Cells. Human hepatoma Huh7.5.1 (received from Dr. Jan Carette; originally from Dr. Frank Chisari) and 293FT (ThermoFisher) cells were cultured in Dulbecco's Modified Eagle Medium (DMEM high glucose, Gibco) supplemented with 10% heat-inactivated fetal bovine serum (FBS, Atlanta Biologicals), 1% Penicillin/Streptomycin (P/S, Gibco) and 1% Gluta-MAX (Gibco). The African vervet monkey kidney Vero cells and baby hamster kidney BHK21 cells were maintained in DMEM (high glucose) supplemented with 2% heat-inactivated FBS, 1% P/S and 1% Gluta-MAX. Vero-E6 cells were grown in Minimum Essential Medium (MEM) supplemented in 10% FBS and Gentamicin (all from Sigma). A549 cells were maintained in DMEM (high glucose) supplemented with 10% heat-inactivated FBS, 1% P/S and 1% Gluta-MAX. These cell lines were passaged every 2-3 days using 0.05% Trypsin/EDTA solution (Gibco). Calu3 cells were cultured in Eagle's Minimum Essential Medium (EMEM, ATCC) supplemented with 10% heat-inactivated FBS, 1% P/S, and 1% Gluta-MAX and passaged weekly using 0.05% Trypsin/EDTA solution.
Generation of cells overexpressing hACE2 or TMPRSS2. Human ACE2 and TMPRSS2 coding sequences were PCR-amplified from the hACE2 plasmid Addgene #1786 (a generous gift from Hyeryun Choe) and TMPRSS2 plasmid Addgene #53887 (a generous gift from Roger Reeves), respectively and cloned into a retroviral pBabe-puro vector. Retroviruses were produced by transfecting 293FT cells with the hACE2 and TMPRSS2 expressing pBabe-puro plasmids along with those expressing the Moloney murine leukemia virus (MMLV) gag-pol and VSV G proteins. Retroviral supernatants passed through a 0.45-μm filter were used to transduce BHK21, Vero cells or A549 cells. Transfected cells were selected with puromycin (2 μg/ml).
Convalescent serum samples.
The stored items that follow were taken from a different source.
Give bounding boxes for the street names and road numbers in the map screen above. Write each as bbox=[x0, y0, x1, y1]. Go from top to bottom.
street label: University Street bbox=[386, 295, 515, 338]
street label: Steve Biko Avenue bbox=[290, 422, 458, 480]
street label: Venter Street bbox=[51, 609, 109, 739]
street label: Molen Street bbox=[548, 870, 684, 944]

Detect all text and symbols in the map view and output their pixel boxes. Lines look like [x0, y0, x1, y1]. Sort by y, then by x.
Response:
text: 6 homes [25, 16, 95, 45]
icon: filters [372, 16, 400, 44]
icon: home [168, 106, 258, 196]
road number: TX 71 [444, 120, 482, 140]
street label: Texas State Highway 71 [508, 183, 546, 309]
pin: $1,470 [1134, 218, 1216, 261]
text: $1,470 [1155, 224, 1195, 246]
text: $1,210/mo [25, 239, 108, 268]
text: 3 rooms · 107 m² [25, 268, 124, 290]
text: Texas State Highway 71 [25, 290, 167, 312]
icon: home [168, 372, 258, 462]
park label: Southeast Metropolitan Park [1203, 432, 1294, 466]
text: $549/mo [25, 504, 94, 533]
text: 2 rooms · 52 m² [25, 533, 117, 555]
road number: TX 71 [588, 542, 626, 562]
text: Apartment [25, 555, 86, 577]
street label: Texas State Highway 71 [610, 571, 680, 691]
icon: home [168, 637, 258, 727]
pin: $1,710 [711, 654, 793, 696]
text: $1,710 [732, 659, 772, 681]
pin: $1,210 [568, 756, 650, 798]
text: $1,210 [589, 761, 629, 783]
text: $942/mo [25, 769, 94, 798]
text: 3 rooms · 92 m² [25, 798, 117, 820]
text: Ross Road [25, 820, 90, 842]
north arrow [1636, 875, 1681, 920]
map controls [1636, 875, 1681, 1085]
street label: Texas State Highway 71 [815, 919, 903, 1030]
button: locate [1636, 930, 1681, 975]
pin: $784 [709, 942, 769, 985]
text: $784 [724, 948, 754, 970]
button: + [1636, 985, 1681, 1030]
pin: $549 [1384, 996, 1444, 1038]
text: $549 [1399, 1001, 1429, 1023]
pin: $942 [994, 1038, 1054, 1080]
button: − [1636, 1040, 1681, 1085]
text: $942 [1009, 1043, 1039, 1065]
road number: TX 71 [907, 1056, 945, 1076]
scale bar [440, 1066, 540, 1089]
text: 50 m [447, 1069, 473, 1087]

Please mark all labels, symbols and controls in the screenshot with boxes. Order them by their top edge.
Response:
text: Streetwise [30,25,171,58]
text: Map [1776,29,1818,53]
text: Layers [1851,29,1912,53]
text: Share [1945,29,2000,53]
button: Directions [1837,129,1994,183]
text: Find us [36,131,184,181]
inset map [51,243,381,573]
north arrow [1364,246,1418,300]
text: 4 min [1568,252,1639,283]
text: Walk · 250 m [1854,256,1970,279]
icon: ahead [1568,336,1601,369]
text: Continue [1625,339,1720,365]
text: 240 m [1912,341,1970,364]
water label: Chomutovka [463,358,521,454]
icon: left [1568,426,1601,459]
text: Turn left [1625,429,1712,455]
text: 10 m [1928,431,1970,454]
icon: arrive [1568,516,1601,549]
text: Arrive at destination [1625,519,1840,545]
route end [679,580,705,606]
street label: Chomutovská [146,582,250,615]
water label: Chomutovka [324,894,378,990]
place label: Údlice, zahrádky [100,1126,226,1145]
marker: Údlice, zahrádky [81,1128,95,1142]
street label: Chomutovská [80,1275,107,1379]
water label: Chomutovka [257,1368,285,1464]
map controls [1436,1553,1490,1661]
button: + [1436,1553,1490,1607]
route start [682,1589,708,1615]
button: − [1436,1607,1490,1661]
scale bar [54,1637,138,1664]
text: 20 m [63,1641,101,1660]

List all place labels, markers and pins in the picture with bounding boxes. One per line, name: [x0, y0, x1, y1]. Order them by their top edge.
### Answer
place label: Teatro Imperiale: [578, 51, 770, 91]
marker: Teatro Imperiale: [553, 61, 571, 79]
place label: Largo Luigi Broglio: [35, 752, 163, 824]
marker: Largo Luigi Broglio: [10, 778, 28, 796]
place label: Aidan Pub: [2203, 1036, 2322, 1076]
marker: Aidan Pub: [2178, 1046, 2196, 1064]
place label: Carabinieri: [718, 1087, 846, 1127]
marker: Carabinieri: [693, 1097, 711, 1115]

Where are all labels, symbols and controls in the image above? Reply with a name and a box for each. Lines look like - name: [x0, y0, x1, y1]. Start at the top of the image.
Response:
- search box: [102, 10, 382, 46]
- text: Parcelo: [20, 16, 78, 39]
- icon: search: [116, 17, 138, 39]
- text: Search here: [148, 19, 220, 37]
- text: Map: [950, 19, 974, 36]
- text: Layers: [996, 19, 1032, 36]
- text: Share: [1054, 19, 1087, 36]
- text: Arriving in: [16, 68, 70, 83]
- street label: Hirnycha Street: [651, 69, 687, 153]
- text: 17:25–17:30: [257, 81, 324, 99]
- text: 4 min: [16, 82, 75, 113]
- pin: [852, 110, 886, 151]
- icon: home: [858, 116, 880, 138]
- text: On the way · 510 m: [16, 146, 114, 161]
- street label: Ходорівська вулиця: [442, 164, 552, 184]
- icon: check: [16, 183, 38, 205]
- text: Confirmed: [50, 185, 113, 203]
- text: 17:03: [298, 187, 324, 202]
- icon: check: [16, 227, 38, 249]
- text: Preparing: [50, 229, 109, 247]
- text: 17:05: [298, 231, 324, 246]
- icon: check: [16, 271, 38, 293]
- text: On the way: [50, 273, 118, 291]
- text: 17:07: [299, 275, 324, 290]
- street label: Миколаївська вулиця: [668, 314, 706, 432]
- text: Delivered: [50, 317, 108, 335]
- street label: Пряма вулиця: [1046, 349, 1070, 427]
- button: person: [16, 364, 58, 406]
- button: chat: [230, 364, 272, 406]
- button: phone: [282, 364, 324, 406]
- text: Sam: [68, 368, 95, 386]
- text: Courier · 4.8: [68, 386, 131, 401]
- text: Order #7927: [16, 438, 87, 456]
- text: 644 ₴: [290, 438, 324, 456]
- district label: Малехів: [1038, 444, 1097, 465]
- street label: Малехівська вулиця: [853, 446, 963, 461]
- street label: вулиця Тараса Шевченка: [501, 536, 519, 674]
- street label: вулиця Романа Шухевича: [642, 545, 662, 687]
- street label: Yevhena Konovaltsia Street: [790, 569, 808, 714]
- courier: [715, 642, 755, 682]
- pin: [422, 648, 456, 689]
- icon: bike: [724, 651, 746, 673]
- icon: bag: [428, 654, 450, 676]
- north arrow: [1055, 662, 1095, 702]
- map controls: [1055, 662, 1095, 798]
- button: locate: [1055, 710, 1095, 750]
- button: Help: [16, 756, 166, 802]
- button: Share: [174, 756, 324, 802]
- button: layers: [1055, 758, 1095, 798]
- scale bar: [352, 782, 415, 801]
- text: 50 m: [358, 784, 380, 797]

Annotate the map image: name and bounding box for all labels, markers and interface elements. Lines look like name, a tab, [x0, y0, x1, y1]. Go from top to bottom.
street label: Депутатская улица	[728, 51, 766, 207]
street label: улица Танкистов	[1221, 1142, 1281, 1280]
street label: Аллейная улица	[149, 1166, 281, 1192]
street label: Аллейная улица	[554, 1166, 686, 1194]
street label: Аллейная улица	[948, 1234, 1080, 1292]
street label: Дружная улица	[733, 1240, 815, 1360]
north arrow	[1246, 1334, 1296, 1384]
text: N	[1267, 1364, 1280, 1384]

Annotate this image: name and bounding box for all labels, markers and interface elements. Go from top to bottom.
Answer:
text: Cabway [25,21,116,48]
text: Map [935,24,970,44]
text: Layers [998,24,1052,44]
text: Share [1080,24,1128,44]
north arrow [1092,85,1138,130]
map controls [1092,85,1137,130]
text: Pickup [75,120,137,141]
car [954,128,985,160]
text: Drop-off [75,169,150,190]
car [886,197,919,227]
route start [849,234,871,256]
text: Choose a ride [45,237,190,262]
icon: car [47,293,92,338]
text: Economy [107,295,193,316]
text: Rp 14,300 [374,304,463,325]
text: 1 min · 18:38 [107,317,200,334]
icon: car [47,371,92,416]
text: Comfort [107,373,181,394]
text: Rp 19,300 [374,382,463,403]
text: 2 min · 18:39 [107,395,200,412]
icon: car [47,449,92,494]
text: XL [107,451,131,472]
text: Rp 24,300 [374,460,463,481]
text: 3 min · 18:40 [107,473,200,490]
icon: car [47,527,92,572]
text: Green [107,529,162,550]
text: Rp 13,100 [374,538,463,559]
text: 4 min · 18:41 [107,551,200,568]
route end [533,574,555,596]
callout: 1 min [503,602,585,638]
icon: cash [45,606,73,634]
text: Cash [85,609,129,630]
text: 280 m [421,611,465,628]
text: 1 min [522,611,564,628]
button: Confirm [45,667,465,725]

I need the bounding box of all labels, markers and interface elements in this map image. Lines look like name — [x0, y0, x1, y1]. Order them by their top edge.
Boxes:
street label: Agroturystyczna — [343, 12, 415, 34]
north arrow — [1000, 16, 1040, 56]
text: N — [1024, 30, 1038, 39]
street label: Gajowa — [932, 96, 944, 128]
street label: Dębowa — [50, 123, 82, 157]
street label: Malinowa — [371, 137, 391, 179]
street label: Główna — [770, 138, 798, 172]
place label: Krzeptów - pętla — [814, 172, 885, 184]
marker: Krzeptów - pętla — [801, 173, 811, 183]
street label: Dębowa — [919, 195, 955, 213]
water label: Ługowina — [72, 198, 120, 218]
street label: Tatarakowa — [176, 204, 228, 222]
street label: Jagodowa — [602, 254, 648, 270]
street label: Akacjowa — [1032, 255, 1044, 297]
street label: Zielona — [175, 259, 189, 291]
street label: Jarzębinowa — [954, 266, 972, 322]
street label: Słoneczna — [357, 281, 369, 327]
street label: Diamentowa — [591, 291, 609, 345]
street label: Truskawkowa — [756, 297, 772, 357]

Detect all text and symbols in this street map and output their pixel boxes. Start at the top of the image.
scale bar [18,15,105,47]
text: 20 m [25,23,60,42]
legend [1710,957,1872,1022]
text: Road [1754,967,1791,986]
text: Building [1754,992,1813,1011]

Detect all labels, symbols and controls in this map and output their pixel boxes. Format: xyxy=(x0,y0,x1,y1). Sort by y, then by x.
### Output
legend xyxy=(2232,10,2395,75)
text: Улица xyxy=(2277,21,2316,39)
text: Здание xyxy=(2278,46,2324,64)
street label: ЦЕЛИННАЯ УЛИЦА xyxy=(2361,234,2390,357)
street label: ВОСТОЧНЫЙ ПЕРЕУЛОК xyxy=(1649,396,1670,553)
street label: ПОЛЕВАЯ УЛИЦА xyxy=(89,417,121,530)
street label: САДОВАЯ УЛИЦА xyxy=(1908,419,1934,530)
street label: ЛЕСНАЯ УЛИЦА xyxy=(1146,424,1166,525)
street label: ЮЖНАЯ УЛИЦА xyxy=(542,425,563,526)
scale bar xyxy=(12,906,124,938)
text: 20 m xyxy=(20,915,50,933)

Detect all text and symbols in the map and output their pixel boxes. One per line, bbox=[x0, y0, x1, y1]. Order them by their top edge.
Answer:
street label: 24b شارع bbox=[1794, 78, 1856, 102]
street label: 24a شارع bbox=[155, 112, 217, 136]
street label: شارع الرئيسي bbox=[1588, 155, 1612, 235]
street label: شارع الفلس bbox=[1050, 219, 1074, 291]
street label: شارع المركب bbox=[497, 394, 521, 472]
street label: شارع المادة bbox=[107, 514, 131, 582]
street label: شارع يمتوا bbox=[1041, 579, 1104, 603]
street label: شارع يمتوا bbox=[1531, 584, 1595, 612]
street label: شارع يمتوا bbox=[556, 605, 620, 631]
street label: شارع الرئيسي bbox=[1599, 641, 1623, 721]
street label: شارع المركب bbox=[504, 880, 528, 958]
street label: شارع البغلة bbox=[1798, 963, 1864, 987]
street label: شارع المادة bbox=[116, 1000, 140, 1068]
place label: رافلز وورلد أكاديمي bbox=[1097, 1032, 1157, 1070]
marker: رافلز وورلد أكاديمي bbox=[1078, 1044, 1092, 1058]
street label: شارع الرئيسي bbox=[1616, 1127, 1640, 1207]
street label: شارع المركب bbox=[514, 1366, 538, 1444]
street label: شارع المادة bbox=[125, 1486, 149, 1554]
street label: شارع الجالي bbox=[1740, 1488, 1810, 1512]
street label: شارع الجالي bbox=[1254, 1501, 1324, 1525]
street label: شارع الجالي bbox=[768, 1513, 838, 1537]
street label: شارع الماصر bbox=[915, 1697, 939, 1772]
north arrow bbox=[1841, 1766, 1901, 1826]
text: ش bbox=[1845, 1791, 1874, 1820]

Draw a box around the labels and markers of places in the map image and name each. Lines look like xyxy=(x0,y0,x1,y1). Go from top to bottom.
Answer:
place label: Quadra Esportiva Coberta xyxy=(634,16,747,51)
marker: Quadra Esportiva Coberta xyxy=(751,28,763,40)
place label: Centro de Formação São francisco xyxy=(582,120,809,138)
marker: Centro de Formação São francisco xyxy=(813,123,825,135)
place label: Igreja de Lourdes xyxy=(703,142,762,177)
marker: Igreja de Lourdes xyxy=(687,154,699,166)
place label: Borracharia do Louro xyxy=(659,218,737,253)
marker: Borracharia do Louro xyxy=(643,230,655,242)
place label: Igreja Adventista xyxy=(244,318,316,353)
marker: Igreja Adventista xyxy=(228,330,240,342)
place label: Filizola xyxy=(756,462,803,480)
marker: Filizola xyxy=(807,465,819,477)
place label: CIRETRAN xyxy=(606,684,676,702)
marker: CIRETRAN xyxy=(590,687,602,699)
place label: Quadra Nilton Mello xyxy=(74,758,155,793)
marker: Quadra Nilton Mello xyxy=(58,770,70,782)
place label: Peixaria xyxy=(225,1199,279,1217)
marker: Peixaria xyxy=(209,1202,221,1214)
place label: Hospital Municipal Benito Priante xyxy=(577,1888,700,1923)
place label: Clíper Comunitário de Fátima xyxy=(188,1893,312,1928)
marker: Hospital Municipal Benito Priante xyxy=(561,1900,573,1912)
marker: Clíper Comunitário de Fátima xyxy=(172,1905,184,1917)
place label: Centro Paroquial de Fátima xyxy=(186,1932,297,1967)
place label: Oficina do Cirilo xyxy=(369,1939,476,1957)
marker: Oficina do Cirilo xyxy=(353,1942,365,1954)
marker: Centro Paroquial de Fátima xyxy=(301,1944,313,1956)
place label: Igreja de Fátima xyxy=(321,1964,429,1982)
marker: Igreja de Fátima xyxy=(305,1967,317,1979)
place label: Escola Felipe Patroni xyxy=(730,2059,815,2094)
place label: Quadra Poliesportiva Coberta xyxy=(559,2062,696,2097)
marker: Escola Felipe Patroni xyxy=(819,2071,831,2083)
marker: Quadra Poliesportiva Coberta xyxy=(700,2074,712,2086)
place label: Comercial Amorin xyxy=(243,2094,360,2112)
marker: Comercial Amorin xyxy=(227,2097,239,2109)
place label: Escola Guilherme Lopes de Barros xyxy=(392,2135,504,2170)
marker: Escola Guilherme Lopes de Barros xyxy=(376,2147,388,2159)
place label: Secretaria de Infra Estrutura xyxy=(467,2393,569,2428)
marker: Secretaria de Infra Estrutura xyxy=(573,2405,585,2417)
Serum samples were collected from healthy adult volunteers residing in Westchester County, NY who had recovered from COVID-19 in April 2020. Patients had reported a positive nasopharyngeal swab by PCR for SARS-CoV-2 during illness and had been asymptomatic for at least 14 days prior to sample collection. After obtaining informed consent, serum was obtained by venipuncture (BD Vacutainer, serum), centrifuged, aliquoted and stored at −80° C. prior to use. The sera were heat-inactivated at 56° C. for 30 minutes and stored at 4° C. prior to analysis. Protocol approval was obtained by the Institutional Review Board (IRB) of the Albert Einstein College of Medicine.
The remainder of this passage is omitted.